Peacock close up by Peter Eeles

But, last year may have marked a turning point. Peacock numbers soared in the summer heatwave of 2013, resulting in some of the biggest counts on record. The butterfly was the third most abundant species recorded in last year’s Big Butterfly Count, the highest placing it has ever achieved and an increase of over 30 times the number seen during the 2012 Count!

What will this year’s Big Butterfly Count, which runs from Saturday 19th July to Sunday 10th August, show for the beloved peacock? The signs are promising. Not only did the butterfly do well in 2013, but the numbers emerging from hibernating earlier this year were impressive. What’s more, velvet-black peacock caterpillars, the offspring of these hardy, overwintering insects, have been much in evidence on nettle beds across the UK in recent weeks.

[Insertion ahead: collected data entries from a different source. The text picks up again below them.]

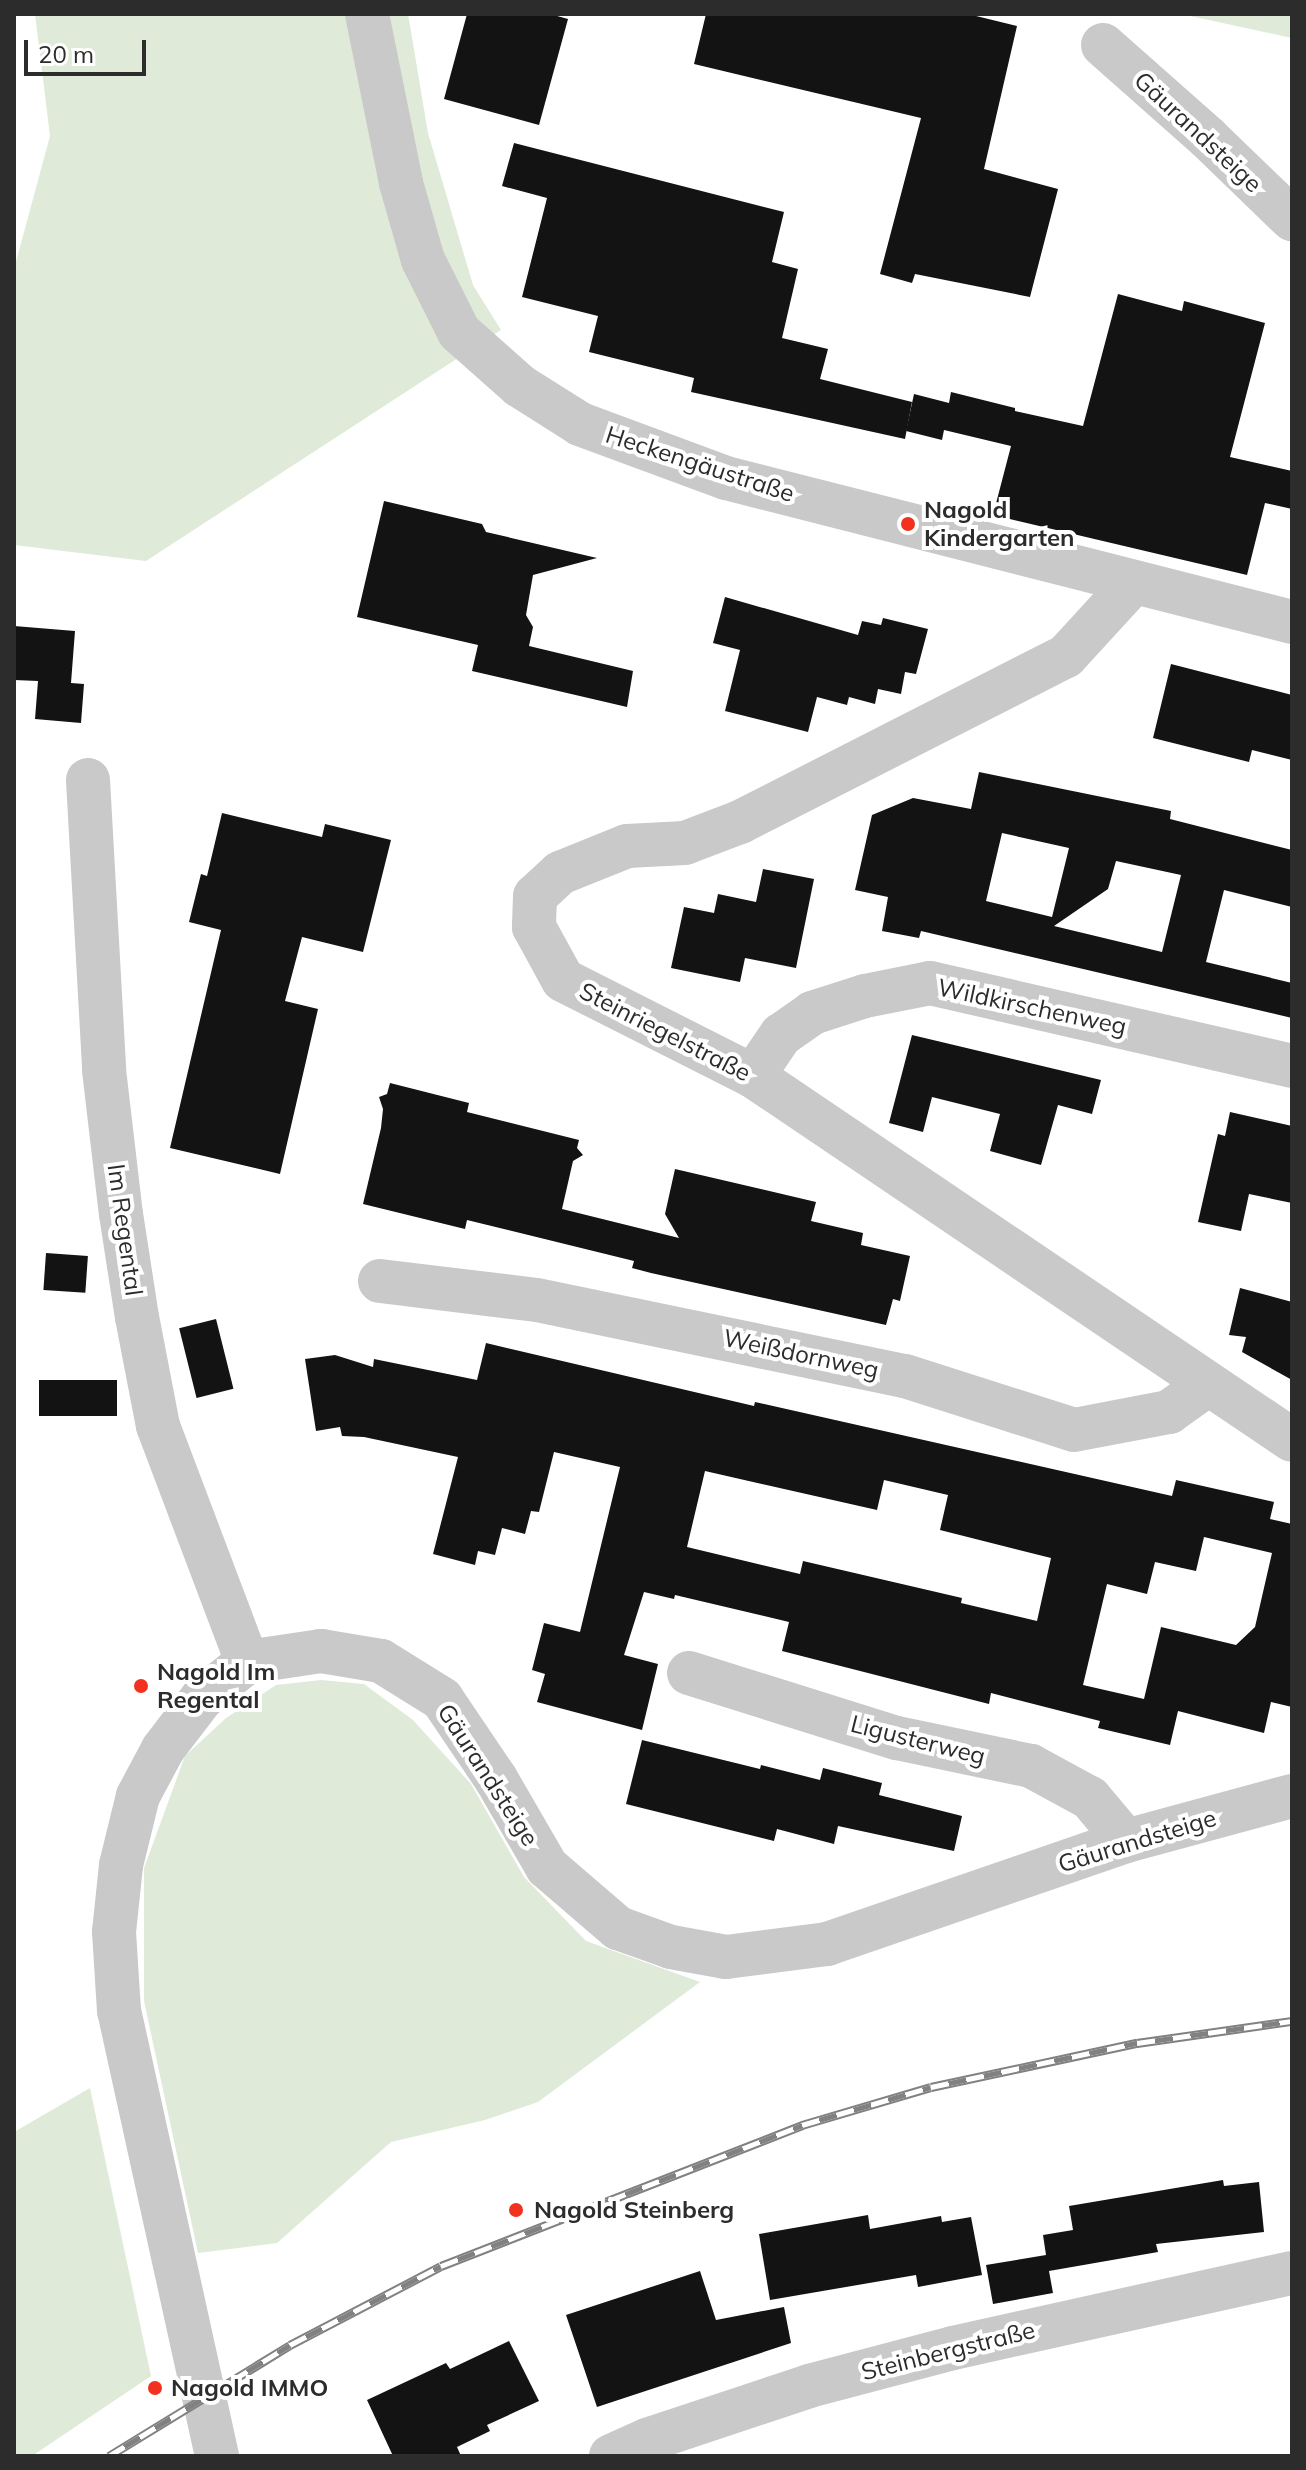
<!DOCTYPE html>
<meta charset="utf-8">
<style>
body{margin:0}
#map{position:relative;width:1306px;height:2470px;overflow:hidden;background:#fff;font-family:Mulish,sans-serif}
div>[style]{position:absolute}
.green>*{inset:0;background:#dfebd8}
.building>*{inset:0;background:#131313;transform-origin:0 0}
.minor>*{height:44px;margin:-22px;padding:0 22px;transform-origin:22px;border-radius:22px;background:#c9c9c9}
.rail>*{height:9px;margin-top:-4.5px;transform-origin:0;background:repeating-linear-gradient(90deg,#fff 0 18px,#818181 0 36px);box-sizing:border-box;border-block:2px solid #818181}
.dots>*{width:22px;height:22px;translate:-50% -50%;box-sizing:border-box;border:4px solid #fff;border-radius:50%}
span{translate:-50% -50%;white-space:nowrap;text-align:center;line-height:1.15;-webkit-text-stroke:8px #fff;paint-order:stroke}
.street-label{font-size:24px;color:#2c2c2c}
.poi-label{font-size:24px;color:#2c2c2c;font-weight:700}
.left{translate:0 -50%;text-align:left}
.frame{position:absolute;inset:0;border:16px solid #2c2c2c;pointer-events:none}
.scale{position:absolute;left:24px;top:40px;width:122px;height:36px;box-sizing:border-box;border:4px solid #2c2c2c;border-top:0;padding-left:10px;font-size:24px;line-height:28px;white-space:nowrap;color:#2c2c2c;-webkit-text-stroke:6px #fff;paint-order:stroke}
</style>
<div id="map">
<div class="green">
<i style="clip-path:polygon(35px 14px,408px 14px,428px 133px,473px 285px,501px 330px,146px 561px,14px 545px,14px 269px,50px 136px)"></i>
<i style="clip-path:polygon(1181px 14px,1292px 14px,1292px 38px)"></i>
<i style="clip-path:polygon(321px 1680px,364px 1684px,413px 1720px,471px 1784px,524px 1877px,586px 1941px,700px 1982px,538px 2102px,485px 2120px,391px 2142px,277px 2243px,198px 2253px,144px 2001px,144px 1868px,185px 1756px,226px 1718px,276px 1685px)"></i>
<i style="clip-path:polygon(90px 2088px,151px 2376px,32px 2456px,14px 2456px,14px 2132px)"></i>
</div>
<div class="building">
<i style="clip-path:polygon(467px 14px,550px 14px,568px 19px,539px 125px,444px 99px)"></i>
<i style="clip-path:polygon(706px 14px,968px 14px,1017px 26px,984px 169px,1058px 189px,1030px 297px,915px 274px,912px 283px,880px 274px,921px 118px,694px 64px)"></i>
<i style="clip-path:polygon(514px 143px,784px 212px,772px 262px,798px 269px,782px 338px,828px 349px,820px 379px,912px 402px,905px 439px,691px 392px,694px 378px,589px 352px,598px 316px,522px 297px,547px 198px,502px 186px)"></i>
<i style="clip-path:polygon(1118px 294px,1182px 311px,1184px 301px,1265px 323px,1230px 457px,1292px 471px,1292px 509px,1265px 503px,1247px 575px,993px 515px,1011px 446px,944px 430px,942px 440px,906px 431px,914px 394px,949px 403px,951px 392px,1015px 408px,1015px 411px,1083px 426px)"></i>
<i style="clip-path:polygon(384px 501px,482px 524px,486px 532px,597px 558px,533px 575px,526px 615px,533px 627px,529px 646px,633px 671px,627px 707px,472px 671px,478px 645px,357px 617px)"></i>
<i style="clip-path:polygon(725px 597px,858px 635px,862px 621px,881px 625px,883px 618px,928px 629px,916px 674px,905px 672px,901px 694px,878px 689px,875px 704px,849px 697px,847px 705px,817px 697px,808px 732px,725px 711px,740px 650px,713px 643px)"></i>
<i style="clip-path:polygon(14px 626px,75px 631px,71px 683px,84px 684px,81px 723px,35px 719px,38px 681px,14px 680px)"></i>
<i style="clip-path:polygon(1171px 664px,1292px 695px,1292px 760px,1252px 750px,1249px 762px,1153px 738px)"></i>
<i style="clip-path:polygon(evenodd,979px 772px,1171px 811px,1170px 819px,1292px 850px,1292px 907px,1224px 890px,1206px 962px,1292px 983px,1292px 1018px,921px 931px,919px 938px,882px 931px,888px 897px,855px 890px,872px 815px,913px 798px,971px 809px,979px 772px,1002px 833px,1069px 848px,1052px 917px,986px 901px,1002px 833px,979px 772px,1116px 861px,1181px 875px,1162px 952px,1054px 926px,1108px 889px,1116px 861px)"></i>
<i style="clip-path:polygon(222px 813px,322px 837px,325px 824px,391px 840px,363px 952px,302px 937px,285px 1001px,318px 1009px,280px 1174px,170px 1148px,221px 930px,189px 922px,201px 874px,207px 876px)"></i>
<i style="clip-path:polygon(763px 869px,814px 879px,796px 968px,745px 958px,740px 982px,671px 968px,684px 907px,714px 913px,718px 894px,756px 902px)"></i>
<i style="clip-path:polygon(912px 1035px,1101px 1080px,1092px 1114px,1058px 1105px,1041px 1165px,990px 1151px,1000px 1114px,932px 1097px,923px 1132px,889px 1123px)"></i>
<i style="clip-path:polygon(390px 1083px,469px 1103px,467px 1112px,579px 1140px,577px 1148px,583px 1155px,573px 1161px,562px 1209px,679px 1238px,665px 1214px,675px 1169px,816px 1202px,811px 1221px,863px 1233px,861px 1245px,910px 1256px,900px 1301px,893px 1299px,886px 1325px,651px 1273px,632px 1268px,634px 1261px,467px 1220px,465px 1229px,363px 1204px,381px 1128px,383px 1109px,379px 1097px,387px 1094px)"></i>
<i style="clip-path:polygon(1230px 1112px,1292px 1126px,1292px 1203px,1249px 1194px,1241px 1231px,1198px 1222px,1218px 1134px,1225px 1136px)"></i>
<i style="left:46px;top:1253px;width:42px;height:37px;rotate:4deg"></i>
<i style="clip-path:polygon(1240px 1288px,1292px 1302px,1292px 1380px,1242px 1352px,1246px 1337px,1229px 1335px)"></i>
<i style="left:216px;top:1319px;width:72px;height:38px;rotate:76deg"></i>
<i style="clip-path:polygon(evenodd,486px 1343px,754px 1406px,755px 1402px,1172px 1496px,1176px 1480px,1274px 1502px,1270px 1519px,1292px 1524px,1292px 1707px,1271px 1702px,1264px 1733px,1178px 1711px,1170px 1745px,1098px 1728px,1100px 1721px,991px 1693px,989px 1704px,782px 1651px,789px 1622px,675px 1595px,674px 1599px,644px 1592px,624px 1655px,658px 1664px,642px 1730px,537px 1702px,545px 1674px,532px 1670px,544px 1623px,580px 1632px,620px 1467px,554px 1452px,539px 1512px,531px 1511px,525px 1534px,502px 1528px,495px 1555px,478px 1551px,475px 1565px,433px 1554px,458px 1457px,364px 1437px,342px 1436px,340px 1427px,316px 1431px,305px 1359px,335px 1355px,373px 1367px,374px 1359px,477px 1380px,486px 1343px,705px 1471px,877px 1510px,884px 1480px,948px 1495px,940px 1530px,1051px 1558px,1037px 1621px,961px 1603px,962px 1598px,803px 1561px,800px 1574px,687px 1547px,705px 1471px,486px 1343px,1204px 1537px,1272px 1553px,1255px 1627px,1236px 1645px,1161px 1627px,1144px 1699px,1083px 1685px,1107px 1584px,1147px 1594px,1155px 1562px,1196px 1571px,1204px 1537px)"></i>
<i style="left:39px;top:1380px;width:78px;height:36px"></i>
<i style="clip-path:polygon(642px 1740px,760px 1769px,761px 1765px,820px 1780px,823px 1768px,882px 1783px,879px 1795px,962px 1816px,954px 1851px,838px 1826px,834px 1844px,777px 1829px,774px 1841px,626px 1804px)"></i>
<i style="clip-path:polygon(1223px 2180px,1224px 2186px,1259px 2182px,1264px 2232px,1156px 2244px,1158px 2252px,1049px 2271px,1053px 2293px,993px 2304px,986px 2265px,1046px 2255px,1043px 2235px,1073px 2230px,1069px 2206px)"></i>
<i style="clip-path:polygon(868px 2215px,870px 2229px,941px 2216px,942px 2222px,971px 2217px,982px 2275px,918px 2287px,916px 2275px,770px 2300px,759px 2234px)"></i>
<i style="clip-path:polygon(700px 2271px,716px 2320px,784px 2307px,791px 2343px,597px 2407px,566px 2315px)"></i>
<i style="clip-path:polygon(509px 2341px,539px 2401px,487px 2425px,490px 2431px,457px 2447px,461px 2456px,393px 2456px,367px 2400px,446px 2363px,450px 2369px)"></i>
</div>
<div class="minor">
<i style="left:367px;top:14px;width:172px;rotate:78.6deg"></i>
<i style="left:401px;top:183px;width:80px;rotate:74.1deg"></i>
<i style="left:423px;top:260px;width:80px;rotate:63.4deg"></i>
<i style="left:459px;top:332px;width:81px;rotate:41.5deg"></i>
<i style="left:520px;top:386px;width:71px;rotate:32.3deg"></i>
<i style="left:580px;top:424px;width:156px;rotate:20.3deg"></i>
<i style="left:726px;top:478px;width:584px;rotate:14.27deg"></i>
<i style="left:1103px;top:45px;width:140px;rotate:41.5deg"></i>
<i style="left:1208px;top:138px;width:117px;rotate:44deg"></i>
<i style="left:1133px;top:583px;width:99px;rotate:132.5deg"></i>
<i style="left:1066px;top:656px;width:366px;rotate:153deg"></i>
<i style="left:740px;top:822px;width:59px;rotate:159.1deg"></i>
<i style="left:685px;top:843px;width:58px;rotate:177deg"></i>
<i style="left:627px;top:846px;width:72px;rotate:158.1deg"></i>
<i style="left:560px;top:873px;width:34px;rotate:137deg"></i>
<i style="left:535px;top:896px;width:31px;rotate:92deg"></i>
<i style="left:534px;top:927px;width:60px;rotate:61.3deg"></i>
<i style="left:563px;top:980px;width:213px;rotate:26.8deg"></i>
<i style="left:753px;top:1076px;width:650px;rotate:34.03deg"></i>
<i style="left:88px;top:780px;width:290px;rotate:86.8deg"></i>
<i style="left:104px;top:1070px;width:145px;rotate:83.3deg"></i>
<i style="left:121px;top:1214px;width:104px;rotate:81.2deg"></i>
<i style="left:137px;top:1317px;width:111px;rotate:79.1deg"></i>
<i style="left:158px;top:1426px;width:252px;rotate:69.3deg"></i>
<i style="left:753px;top:1076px;width:50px;rotate:-55.7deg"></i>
<i style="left:781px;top:1035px;width:38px;rotate:-35deg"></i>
<i style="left:812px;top:1013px;width:56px;rotate:-17.8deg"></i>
<i style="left:865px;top:996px;width:66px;rotate:-11.3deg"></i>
<i style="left:930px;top:983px;width:371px;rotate:12.9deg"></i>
<i style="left:380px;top:1281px;width:158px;rotate:6.9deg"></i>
<i style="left:537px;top:1300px;width:376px;rotate:11.7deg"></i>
<i style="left:905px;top:1376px;width:177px;rotate:17.7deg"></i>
<i style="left:1074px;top:1430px;width:97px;rotate:-10.7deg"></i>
<i style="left:1169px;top:1412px;width:47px;rotate:-35.4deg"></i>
<i style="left:689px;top:1673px;width:218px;rotate:17.4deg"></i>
<i style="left:897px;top:1738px;width:137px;rotate:11.8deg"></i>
<i style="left:1031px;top:1766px;width:67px;rotate:28.5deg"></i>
<i style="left:1090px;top:1798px;width:56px;rotate:50.1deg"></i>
<i style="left:217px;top:2456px;width:456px;rotate:-102.4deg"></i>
<i style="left:119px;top:2011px;width:79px;rotate:-93.6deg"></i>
<i style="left:114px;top:1932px;width:67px;rotate:-84deg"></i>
<i style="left:121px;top:1865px;width:71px;rotate:-76.2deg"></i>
<i style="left:138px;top:1796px;width:53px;rotate:-62deg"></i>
<i style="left:163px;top:1749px;width:64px;rotate:-52.6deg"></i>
<i style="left:202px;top:1698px;width:58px;rotate:-38.7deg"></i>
<i style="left:247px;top:1662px;width:75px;rotate:-8.5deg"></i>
<i style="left:321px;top:1651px;width:61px;rotate:9.5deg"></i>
<i style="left:381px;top:1661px;width:72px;rotate:31.9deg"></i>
<i style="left:442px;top:1699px;width:97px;rotate:56deg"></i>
<i style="left:496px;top:1779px;width:102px;rotate:59.9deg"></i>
<i style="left:547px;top:1867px;width:94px;rotate:40.7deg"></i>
<i style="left:618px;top:1928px;width:56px;rotate:19.7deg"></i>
<i style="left:671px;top:1947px;width:56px;rotate:10.3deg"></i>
<i style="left:726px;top:1957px;width:102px;rotate:-7.3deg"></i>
<i style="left:827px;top:1944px;width:316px;rotate:-19deg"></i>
<i style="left:1126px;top:1841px;width:172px;rotate:-15.2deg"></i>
<i style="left:611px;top:2456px;width:39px;rotate:-24deg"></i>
<i style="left:647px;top:2440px;width:171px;rotate:-18.4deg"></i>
<i style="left:809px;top:2386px;width:149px;rotate:-14.8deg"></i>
<i style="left:953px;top:2348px;width:347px;rotate:-12.5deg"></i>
</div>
<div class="rail">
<i style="left:109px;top:2456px;width:212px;rotate:-31.5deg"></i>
<i style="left:290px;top:2345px;width:170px;rotate:-27.6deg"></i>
<i style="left:441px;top:2266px;width:388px;rotate:-21.3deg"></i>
<i style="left:802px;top:2125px;width:134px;rotate:-16.4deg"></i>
<i style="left:931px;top:2087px;width:211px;rotate:-12.1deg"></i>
<i style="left:1137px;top:2043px;width:157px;rotate:-8.1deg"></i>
</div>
<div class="dots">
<i style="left:908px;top:524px;background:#f2311f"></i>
<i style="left:141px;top:1686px;background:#f2311f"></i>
<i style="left:516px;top:2210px;background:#f2311f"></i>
<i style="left:155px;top:2388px;background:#f2311f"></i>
</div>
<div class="street-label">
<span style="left:1198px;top:132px;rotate:43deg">Gäurandsteige</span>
<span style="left:700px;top:464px;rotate:18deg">Heckengäustraße</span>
<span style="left:1032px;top:1007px;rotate:12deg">Wildkirschenweg</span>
<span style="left:665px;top:1032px;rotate:27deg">Steinriegelstraße</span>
<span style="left:125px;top:1230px;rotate:82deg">Im Regental</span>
<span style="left:801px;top:1354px;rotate:12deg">Weißdornweg</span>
<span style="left:918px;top:1740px;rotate:14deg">Ligusterweg</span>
<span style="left:488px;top:1775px;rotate:57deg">Gäurandsteige</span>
<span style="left:1137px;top:1841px;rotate:-17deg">Gäurandsteige</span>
<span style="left:948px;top:2351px;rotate:-14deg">Steinbergstraße</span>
</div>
<div class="poi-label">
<span class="left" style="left:924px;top:524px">Nagold<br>Kindergarten</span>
<span class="left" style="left:157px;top:1686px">Nagold Im<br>Regental</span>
<span class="left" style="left:534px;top:2210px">Nagold Steinberg</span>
<span class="left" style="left:171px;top:2388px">Nagold IMMO</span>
</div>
<div class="frame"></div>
<div class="scale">20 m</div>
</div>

All this bodes well for a massive emergence of new Peacock butterflies right now, just in time for the Big Butterfly Count. And other butterflies may do well too, benefiting from the (relatively) good summer last year and mild conditions so far in 2014. I’d also tip the small tortoiseshell and brimstone to be among the winners this summer.

We’ll only know how butterflies are faring this year, of course, if you go out and take part in the Big Butterfly Count. It’s quick, easy and fun to do and all the information gained is used to help conserve butterflies. Just spend 15 minutes counting butterflies in any sunny place and submit your sightings via or the free Big Butterfly Count smartphone app.

  • Nailsea, North Somerset.  Buddleias around here have been largely empty of all butterflies - very noticeable drop.  On similar lines, lavenders have few bees and wild clover sparsely populated by all insects.  Shattering!